**** EXTRACTED ENTRIES

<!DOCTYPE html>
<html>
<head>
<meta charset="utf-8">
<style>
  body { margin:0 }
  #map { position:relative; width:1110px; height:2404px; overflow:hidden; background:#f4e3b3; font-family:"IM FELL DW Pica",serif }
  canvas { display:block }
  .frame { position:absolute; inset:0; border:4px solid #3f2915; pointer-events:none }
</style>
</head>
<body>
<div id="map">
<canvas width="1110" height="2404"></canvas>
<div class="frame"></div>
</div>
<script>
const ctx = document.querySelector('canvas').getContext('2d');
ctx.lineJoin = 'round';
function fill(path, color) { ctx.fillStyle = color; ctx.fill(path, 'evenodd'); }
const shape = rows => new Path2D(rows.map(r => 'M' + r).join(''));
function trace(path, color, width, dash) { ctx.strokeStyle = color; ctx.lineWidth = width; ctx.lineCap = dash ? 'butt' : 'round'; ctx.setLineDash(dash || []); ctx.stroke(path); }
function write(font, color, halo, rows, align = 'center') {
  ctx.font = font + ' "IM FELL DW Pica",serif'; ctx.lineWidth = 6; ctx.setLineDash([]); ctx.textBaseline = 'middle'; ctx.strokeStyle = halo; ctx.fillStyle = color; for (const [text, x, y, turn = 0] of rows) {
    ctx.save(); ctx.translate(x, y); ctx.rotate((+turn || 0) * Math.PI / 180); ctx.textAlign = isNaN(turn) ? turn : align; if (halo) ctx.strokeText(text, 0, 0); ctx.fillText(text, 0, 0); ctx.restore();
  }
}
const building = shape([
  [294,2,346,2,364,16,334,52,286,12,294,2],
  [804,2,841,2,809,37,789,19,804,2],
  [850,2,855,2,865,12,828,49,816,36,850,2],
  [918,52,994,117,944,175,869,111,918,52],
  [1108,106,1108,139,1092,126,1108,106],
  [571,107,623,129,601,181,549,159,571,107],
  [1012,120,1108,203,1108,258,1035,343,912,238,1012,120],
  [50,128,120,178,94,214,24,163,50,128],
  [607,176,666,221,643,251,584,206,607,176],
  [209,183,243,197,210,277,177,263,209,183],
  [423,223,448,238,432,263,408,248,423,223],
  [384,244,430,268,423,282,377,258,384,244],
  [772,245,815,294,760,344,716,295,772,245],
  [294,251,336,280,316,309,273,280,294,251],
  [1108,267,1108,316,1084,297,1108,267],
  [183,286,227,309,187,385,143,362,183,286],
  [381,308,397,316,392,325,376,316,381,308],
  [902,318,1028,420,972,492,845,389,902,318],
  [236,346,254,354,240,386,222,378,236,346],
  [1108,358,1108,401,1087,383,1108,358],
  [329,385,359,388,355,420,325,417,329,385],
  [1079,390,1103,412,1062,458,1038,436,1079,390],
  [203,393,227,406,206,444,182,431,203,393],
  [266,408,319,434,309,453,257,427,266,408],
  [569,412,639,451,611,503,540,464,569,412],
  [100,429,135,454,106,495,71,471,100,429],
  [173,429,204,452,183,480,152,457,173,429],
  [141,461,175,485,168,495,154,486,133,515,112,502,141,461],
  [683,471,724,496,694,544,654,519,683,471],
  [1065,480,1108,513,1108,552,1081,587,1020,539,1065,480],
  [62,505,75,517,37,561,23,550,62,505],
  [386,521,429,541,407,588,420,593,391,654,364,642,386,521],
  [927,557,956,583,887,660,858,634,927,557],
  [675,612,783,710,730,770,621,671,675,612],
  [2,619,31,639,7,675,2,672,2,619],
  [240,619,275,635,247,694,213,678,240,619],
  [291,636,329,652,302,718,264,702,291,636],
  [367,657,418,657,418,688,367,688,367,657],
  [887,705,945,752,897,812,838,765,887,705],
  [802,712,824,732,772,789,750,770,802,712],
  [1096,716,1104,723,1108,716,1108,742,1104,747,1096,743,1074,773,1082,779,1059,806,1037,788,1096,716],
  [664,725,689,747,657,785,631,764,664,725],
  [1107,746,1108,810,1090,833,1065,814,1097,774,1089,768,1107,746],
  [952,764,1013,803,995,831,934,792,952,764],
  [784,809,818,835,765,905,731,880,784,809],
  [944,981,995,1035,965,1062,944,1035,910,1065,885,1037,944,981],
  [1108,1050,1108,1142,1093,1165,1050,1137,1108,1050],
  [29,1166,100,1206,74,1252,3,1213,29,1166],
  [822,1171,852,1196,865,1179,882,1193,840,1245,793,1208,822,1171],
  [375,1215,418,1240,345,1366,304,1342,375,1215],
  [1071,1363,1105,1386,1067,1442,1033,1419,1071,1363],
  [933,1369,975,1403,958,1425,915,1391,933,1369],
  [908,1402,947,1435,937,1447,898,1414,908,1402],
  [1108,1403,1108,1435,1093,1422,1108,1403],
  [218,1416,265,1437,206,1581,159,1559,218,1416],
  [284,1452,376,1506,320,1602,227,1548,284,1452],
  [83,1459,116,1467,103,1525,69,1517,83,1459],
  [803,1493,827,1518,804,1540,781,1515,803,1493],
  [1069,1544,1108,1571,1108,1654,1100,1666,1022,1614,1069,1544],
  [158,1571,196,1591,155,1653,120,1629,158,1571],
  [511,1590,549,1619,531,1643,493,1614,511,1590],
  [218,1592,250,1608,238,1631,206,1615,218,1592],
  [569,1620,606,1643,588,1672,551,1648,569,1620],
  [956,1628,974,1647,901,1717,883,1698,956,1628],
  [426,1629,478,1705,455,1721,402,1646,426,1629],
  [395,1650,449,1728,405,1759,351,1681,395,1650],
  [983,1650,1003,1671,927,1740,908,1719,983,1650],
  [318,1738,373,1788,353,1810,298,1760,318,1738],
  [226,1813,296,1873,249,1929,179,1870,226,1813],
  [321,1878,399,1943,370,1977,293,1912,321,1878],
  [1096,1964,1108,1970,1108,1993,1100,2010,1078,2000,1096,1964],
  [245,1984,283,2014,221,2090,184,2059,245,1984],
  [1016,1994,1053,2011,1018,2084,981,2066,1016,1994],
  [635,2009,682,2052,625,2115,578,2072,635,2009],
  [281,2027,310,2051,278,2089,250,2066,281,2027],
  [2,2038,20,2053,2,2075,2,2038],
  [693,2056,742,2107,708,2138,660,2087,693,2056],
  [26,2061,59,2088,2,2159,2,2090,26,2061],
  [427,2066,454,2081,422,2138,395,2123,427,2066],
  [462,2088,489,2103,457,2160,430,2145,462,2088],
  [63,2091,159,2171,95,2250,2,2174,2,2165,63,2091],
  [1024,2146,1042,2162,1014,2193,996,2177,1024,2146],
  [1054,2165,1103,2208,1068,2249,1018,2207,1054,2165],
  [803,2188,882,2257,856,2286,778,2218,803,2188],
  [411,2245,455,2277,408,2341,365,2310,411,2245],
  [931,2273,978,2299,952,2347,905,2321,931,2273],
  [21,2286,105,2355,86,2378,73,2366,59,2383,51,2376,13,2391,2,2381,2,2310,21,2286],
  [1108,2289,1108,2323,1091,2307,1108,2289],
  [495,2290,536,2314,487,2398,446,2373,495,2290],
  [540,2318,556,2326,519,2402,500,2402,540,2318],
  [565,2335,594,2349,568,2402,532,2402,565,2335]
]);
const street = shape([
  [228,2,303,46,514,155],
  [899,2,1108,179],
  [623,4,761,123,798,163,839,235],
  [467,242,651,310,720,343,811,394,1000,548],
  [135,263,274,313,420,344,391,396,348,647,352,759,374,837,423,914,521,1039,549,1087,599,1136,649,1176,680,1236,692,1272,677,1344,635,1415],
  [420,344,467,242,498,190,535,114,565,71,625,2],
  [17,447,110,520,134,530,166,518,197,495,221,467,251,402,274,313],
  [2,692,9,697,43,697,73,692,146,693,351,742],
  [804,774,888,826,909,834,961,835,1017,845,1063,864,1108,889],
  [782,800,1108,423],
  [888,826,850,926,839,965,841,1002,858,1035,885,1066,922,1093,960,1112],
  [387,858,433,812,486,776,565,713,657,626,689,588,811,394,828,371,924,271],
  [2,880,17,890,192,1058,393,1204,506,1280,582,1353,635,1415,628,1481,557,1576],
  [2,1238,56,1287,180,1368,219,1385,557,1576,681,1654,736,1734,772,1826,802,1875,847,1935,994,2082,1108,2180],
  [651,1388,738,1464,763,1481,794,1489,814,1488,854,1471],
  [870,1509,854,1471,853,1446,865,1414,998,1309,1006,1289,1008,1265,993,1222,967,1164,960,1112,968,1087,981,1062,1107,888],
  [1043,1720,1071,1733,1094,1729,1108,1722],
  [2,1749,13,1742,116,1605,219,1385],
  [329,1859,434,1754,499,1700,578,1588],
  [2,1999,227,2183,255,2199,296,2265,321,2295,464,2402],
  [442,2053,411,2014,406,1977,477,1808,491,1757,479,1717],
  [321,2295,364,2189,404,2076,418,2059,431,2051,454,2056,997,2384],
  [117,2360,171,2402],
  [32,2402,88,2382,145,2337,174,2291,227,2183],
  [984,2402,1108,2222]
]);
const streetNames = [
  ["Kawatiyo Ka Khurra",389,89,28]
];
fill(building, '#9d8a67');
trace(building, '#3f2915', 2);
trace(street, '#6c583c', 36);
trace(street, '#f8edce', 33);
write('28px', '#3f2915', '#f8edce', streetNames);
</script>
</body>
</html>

********

--- TASK BRIEF ---
Respond with a single number: the count of lines in the entries above that contain the string "strokeStyle".

--- RESPONSE FOR THIS EXERCISE ---
2